Leprosy

Related Category: Pathology

or Hansen's disease(hăn´sənz), chronic, mildly infectious malady capable of producing, when untreated, various deformities and disfigurements. It is caused by the rod-shaped bacterium Mycobacterium leprae, first described by G. Armauer Hansen, a Norwegian physician, in 1874. The mode of transmission is not fully understood. It is thought to be transmitted by nasal discharges and skin sores, possibly also by contaminated objects and arthropods. Only 5% of those exposed acquire the disease. The onset is intermittent and gradual; symptoms may not appear until years after exposure. It is seldom fatal, but its involvement of the peripheral nerves destroys sensation and makes the patient prone to inadvertent injury.

Types of Leprosy

There are two forms of leprosy. In the tuberculoid form of the disease the skin lesions appear as light red or purplish spots. Tuberculoid leprosy is the more benign type, even though it is accompanied by nerve involvement, which leads to numbness (usually of the extremities), contractures, and ulceration. In lepromatous leprosy the skin lesions appear as yellow or brown infiltrated nodules (protuberances) that affect the mucous membranes of the eyes, nose, and throat. There is a general thickening of the skin, especially the face and ears. Lepromatous leprosy is the more easily spread of the two.

Diagnosis and Treatment

Diagnosis is established when the bacterium is isolated from the skin lesions or the mucous membranes of the nose. Duration and treatment of the disease depend upon its extent and character. Patients with nodular lesions are more difficult to treat and may succumb sooner; those with the neural type of lesion, despite possible mutilation and deformity, usually live longer and even experience spontaneous periods of subsidence of the malady. Dapsone was the drug of choice for leprosy from the 1940s until 1980, but due to drug resistance and the necessity for long-term (sometimes lifelong) treatment, it has been replaced by a combination of drugs. This combination, referred to as multiple drug therapy, has been highly effective and requires a shorter treatment period. The drug thalidomide has been approved for use against a complication of leprosy called erythema nodosum leprosum, which causes fever, skin lesions, and other symptoms.

History and Incidence

Diseases that probably included the malady now known as Hansen's disease are described as leprosy in the Bible; segregation and disinfection were advocated as methods of control (Lev. 13.14). Leprosy is believed to have existed in Egypt as long ago as 4000 B.C. and in India and Japan earlier than 1000 B.C. Infectious diseases from the East—all called leprosy—later spread over most of Europe and the British Isles, and the Crusades were a factor in disseminating them still farther, so that by the 13th cent. they had reached epidemic proportions. Leprosariums were eventually established in most countries for the care of those actually afflicted with leprosy.

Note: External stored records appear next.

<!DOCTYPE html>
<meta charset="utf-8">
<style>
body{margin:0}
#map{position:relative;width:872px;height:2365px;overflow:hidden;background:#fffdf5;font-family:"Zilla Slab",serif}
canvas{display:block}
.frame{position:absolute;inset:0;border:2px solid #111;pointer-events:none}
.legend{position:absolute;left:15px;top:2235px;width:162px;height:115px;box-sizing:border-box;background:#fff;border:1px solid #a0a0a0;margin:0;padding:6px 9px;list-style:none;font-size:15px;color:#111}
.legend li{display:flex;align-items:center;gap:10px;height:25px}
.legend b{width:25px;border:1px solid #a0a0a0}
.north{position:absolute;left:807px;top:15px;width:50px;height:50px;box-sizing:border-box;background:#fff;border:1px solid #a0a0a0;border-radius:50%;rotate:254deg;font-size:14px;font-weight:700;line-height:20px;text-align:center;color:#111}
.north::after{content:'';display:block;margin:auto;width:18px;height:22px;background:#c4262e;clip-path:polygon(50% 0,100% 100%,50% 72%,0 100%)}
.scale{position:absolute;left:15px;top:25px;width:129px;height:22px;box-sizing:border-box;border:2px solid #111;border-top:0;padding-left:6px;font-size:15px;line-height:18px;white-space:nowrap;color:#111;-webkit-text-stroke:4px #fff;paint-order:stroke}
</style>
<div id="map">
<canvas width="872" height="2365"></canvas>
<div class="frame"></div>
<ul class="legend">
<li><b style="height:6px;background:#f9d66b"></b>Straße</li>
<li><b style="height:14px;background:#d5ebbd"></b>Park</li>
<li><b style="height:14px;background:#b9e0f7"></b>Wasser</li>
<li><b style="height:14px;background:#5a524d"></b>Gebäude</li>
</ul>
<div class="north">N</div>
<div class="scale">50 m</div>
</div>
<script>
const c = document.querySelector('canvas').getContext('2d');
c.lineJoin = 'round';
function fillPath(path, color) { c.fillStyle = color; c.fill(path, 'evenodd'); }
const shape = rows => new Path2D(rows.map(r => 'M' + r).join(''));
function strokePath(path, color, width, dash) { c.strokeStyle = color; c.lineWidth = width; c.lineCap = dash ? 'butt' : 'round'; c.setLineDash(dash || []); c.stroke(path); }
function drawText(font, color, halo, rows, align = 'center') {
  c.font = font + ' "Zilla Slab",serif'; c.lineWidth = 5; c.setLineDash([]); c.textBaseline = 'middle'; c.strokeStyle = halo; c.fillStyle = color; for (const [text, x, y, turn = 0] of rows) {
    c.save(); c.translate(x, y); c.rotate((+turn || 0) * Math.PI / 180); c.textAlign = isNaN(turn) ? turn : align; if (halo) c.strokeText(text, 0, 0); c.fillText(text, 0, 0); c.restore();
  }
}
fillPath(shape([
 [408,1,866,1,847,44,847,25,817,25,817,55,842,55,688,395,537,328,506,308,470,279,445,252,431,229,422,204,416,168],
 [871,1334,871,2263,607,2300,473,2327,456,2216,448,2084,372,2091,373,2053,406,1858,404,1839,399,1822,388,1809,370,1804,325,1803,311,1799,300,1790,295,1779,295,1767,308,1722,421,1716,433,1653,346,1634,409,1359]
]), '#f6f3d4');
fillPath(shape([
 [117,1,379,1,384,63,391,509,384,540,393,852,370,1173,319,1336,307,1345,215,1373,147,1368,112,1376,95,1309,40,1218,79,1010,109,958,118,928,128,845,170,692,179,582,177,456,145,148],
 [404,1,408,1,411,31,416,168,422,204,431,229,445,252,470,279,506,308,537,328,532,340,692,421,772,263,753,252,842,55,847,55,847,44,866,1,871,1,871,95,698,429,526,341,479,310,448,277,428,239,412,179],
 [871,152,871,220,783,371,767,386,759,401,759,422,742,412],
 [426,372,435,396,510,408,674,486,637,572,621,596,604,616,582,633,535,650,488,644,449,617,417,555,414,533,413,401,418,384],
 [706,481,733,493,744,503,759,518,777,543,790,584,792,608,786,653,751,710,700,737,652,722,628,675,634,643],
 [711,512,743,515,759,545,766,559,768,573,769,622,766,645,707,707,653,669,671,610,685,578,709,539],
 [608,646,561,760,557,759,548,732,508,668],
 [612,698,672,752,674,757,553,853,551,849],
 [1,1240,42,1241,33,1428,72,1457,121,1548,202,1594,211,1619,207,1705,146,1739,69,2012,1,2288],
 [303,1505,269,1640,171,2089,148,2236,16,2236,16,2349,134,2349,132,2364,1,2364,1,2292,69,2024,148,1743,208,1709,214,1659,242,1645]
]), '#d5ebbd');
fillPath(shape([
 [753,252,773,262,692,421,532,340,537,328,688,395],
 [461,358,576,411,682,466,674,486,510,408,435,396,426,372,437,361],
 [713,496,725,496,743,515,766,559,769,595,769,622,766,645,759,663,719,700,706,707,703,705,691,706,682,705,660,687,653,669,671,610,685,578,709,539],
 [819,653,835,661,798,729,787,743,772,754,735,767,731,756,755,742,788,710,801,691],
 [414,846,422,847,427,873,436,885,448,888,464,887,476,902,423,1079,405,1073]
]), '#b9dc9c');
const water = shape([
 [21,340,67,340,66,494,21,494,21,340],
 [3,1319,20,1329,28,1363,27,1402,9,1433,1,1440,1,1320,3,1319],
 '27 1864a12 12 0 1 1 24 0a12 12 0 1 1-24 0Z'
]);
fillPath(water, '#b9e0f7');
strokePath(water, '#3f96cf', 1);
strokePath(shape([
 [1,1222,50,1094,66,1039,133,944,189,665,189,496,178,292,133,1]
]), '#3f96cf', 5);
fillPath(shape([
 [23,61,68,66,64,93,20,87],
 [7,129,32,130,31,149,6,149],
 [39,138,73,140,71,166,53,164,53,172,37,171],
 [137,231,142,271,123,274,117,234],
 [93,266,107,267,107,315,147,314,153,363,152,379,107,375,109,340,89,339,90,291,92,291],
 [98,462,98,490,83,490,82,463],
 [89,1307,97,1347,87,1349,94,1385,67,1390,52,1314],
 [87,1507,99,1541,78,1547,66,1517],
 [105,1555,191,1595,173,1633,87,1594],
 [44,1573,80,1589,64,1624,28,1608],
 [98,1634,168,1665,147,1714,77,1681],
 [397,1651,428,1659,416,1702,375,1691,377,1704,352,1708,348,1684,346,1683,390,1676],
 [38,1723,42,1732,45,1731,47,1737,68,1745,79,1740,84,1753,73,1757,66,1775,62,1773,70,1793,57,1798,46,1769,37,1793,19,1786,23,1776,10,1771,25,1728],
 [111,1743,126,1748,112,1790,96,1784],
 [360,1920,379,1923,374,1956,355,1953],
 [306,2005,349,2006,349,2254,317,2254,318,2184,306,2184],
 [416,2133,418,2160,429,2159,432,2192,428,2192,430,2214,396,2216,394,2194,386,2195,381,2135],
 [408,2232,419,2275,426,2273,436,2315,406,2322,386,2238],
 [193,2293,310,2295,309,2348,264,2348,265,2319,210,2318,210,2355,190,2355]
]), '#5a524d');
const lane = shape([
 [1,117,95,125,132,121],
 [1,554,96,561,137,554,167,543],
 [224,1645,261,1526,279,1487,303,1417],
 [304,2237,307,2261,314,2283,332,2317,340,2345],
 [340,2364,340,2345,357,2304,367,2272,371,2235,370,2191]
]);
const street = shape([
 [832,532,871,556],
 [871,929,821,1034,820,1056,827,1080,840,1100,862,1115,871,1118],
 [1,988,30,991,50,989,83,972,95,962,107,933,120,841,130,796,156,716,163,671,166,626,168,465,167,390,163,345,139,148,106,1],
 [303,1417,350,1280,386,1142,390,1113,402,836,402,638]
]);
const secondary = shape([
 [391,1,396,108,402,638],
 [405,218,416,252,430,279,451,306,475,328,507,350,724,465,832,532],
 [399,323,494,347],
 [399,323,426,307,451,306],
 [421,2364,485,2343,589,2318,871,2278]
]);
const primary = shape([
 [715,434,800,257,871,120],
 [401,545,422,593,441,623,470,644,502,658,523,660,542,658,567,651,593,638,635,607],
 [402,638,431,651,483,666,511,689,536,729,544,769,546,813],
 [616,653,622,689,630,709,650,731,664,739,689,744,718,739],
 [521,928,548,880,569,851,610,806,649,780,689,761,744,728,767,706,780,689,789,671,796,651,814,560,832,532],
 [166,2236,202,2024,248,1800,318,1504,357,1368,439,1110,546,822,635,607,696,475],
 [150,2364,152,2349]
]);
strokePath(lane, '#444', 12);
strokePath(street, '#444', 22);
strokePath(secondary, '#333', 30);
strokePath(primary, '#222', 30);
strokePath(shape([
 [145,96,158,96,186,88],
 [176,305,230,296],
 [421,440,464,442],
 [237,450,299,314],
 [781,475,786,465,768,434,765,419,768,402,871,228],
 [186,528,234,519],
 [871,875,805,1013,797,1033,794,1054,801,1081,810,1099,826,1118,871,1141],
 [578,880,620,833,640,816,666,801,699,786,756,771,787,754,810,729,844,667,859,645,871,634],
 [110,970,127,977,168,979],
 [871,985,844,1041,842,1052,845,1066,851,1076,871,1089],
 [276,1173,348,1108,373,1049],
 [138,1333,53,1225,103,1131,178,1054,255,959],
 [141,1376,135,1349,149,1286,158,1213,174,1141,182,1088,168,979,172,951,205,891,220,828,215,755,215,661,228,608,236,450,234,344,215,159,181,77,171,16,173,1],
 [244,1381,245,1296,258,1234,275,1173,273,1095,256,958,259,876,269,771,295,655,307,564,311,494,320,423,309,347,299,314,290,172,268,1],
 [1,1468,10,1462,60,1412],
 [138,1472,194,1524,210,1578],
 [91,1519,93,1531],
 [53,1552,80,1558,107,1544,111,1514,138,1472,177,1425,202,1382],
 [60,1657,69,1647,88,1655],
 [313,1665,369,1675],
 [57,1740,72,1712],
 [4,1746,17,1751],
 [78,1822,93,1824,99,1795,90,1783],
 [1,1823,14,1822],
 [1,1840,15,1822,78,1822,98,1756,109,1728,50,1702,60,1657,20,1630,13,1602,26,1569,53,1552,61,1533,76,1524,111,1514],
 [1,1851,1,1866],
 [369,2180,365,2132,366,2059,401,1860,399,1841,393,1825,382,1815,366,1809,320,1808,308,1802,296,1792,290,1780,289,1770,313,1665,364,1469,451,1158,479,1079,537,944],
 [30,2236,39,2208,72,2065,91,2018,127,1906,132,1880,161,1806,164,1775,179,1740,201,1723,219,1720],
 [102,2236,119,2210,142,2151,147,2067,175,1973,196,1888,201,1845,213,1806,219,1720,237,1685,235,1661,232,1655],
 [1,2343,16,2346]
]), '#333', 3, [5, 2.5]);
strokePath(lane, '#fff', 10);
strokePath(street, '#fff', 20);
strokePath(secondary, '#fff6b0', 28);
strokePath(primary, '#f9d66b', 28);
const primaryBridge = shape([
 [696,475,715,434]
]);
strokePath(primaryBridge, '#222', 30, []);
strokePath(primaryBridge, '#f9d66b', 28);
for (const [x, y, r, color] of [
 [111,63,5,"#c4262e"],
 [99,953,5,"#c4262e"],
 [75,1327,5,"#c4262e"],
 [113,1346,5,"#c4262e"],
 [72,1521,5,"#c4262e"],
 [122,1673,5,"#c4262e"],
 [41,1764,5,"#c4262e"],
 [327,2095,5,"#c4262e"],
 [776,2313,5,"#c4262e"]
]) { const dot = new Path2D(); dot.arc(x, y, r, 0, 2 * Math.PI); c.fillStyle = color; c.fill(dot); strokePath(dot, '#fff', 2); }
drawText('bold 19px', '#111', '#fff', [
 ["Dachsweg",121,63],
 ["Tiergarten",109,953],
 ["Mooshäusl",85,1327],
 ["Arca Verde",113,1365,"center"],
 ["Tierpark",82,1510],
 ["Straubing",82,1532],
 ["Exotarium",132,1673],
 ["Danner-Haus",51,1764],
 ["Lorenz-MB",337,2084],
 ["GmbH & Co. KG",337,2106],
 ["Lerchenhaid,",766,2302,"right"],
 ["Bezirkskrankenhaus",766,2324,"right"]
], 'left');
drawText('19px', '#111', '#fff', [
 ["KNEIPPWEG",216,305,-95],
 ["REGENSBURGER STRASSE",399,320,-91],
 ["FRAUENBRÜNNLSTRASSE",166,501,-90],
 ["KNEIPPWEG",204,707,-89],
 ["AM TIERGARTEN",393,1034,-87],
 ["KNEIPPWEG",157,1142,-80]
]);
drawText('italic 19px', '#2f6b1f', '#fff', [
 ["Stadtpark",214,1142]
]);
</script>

The disease still occurs in tropical and subtropical countries of Asia, Africa, and Latin America—mainly Brazil, S central Africa, and India—especially where crowded and unsanitary conditions contribute to its spread. Even in the more developed countries it crops up from time to time. In the United States, the disease is found mostly in Louisiana, Texas, Florida, Hawaii, as well as in California, the Northeast, and other areas where immigrants from endemic areas have settled. Although modern treatment is effective against the disease, the number of cases in the United States has increased significantly since the 1960s. The World Health Organization is working to eradicate the disease worldwide, but progress has been more slow than was anticipated.